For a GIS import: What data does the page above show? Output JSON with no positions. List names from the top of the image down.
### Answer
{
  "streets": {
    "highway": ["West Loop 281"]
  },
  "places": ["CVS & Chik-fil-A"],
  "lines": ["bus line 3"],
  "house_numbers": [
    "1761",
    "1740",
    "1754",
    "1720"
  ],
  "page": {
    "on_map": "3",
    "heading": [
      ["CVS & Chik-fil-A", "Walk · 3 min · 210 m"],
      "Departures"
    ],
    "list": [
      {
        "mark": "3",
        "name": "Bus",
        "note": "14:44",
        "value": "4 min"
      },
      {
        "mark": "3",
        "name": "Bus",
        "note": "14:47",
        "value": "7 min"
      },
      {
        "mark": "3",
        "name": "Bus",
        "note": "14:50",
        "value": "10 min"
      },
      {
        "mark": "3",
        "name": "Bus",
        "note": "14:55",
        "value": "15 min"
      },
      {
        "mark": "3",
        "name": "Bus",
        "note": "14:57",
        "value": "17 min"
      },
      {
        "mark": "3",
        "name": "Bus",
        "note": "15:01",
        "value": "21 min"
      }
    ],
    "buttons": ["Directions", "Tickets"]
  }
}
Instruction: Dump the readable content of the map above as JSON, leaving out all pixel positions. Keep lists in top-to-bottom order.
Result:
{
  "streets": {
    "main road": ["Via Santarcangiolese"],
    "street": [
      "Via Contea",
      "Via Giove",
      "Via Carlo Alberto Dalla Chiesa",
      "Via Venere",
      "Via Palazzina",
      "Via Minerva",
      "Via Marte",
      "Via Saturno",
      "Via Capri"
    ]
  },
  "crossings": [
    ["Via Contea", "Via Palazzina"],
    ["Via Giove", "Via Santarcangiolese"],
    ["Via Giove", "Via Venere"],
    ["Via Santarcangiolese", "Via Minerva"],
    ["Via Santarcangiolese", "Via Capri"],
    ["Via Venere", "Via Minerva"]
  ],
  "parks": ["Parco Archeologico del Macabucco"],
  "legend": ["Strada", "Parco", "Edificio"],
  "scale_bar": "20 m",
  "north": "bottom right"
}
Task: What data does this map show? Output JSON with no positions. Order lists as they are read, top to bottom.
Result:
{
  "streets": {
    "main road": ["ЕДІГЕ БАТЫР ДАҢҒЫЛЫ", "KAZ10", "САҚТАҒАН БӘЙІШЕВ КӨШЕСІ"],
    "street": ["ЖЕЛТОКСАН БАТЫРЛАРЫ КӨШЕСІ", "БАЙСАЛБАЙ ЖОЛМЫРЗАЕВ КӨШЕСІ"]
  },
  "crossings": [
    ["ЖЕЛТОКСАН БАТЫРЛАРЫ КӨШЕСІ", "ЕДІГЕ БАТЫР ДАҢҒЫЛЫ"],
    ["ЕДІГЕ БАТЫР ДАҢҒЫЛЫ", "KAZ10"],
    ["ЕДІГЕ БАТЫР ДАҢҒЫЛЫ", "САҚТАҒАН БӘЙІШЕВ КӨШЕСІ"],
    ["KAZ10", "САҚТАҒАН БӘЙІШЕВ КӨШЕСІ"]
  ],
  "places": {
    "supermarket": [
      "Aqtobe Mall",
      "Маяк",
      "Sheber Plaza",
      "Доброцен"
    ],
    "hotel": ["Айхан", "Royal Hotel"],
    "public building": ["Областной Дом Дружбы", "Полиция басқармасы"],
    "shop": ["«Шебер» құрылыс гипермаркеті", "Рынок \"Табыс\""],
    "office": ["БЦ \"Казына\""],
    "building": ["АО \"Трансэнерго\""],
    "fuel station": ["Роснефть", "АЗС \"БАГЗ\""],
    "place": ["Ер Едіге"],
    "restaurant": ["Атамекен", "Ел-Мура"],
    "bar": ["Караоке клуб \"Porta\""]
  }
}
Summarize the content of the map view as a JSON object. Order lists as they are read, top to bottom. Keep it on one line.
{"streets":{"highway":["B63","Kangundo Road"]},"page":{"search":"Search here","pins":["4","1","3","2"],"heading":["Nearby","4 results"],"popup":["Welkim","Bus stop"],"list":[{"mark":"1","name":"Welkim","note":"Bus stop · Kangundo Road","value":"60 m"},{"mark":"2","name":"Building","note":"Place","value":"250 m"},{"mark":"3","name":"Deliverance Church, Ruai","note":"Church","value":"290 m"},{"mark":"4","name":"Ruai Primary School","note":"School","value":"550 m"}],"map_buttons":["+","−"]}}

Your goal: All of the records above should be given again exactly as written.

Expected output:
For a GIS import: What data does the page above show? Output JSON with no positions. List names from the top of the image down.
### Answer
{
  "streets": {
    "highway": ["West Loop 281"]
  },
  "places": ["CVS & Chik-fil-A"],
  "lines": ["bus line 3"],
  "house_numbers": [
    "1761",
    "1740",
    "1754",
    "1720"
  ],
  "page": {
    "on_map": "3",
    "heading": [
      ["CVS & Chik-fil-A", "Walk · 3 min · 210 m"],
      "Departures"
    ],
    "list": [
      {
        "mark": "3",
        "name": "Bus",
        "note": "14:44",
        "value": "4 min"
      },
      {
        "mark": "3",
        "name": "Bus",
        "note": "14:47",
        "value": "7 min"
      },
      {
        "mark": "3",
        "name": "Bus",
        "note": "14:50",
        "value": "10 min"
      },
      {
        "mark": "3",
        "name": "Bus",
        "note": "14:55",
        "value": "15 min"
      },
      {
        "mark": "3",
        "name": "Bus",
        "note": "14:57",
        "value": "17 min"
      },
      {
        "mark": "3",
        "name": "Bus",
        "note": "15:01",
        "value": "21 min"
      }
    ],
    "buttons": ["Directions", "Tickets"]
  }
}
Instruction: Dump the readable content of the map above as JSON, leaving out all pixel positions. Keep lists in top-to-bottom order.
Result:
{
  "streets": {
    "main road": ["Via Santarcangiolese"],
    "street": [
      "Via Contea",
      "Via Giove",
      "Via Carlo Alberto Dalla Chiesa",
      "Via Venere",
      "Via Palazzina",
      "Via Minerva",
      "Via Marte",
      "Via Saturno",
      "Via Capri"
    ]
  },
  "crossings": [
    ["Via Contea", "Via Palazzina"],
    ["Via Giove", "Via Santarcangiolese"],
    ["Via Giove", "Via Venere"],
    ["Via Santarcangiolese", "Via Minerva"],
    ["Via Santarcangiolese", "Via Capri"],
    ["Via Venere", "Via Minerva"]
  ],
  "parks": ["Parco Archeologico del Macabucco"],
  "legend": ["Strada", "Parco", "Edificio"],
  "scale_bar": "20 m",
  "north": "bottom right"
}
Task: What data does this map show? Output JSON with no positions. Order lists as they are read, top to bottom.
Result:
{
  "streets": {
    "main road": ["ЕДІГЕ БАТЫР ДАҢҒЫЛЫ", "KAZ10", "САҚТАҒАН БӘЙІШЕВ КӨШЕСІ"],
    "street": ["ЖЕЛТОКСАН БАТЫРЛАРЫ КӨШЕСІ", "БАЙСАЛБАЙ ЖОЛМЫРЗАЕВ КӨШЕСІ"]
  },
  "crossings": [
    ["ЖЕЛТОКСАН БАТЫРЛАРЫ КӨШЕСІ", "ЕДІГЕ БАТЫР ДАҢҒЫЛЫ"],
    ["ЕДІГЕ БАТЫР ДАҢҒЫЛЫ", "KAZ10"],
    ["ЕДІГЕ БАТЫР ДАҢҒЫЛЫ", "САҚТАҒАН БӘЙІШЕВ КӨШЕСІ"],
    ["KAZ10", "САҚТАҒАН БӘЙІШЕВ КӨШЕСІ"]
  ],
  "places": {
    "supermarket": [
      "Aqtobe Mall",
      "Маяк",
      "Sheber Plaza",
      "Доброцен"
    ],
    "hotel": ["Айхан", "Royal Hotel"],
    "public building": ["Областной Дом Дружбы", "Полиция басқармасы"],
    "shop": ["«Шебер» құрылыс гипермаркеті", "Рынок \"Табыс\""],
    "office": ["БЦ \"Казына\""],
    "building": ["АО \"Трансэнерго\""],
    "fuel station": ["Роснефть", "АЗС \"БАГЗ\""],
    "place": ["Ер Едіге"],
    "restaurant": ["Атамекен", "Ел-Мура"],
    "bar": ["Караоке клуб \"Porta\""]
  }
}
Summarize the content of the map view as a JSON object. Order lists as they are read, top to bottom. Keep it on one line.
{"streets":{"highway":["B63","Kangundo Road"]},"page":{"search":"Search here","pins":["4","1","3","2"],"heading":["Nearby","4 results"],"popup":["Welkim","Bus stop"],"list":[{"mark":"1","name":"Welkim","note":"Bus stop · Kangundo Road","value":"60 m"},{"mark":"2","name":"Building","note":"Place","value":"250 m"},{"mark":"3","name":"Deliverance Church, Ruai","note":"Church","value":"290 m"},{"mark":"4","name":"Ruai Primary School","note":"School","value":"550 m"}],"map_buttons":["+","−"]}}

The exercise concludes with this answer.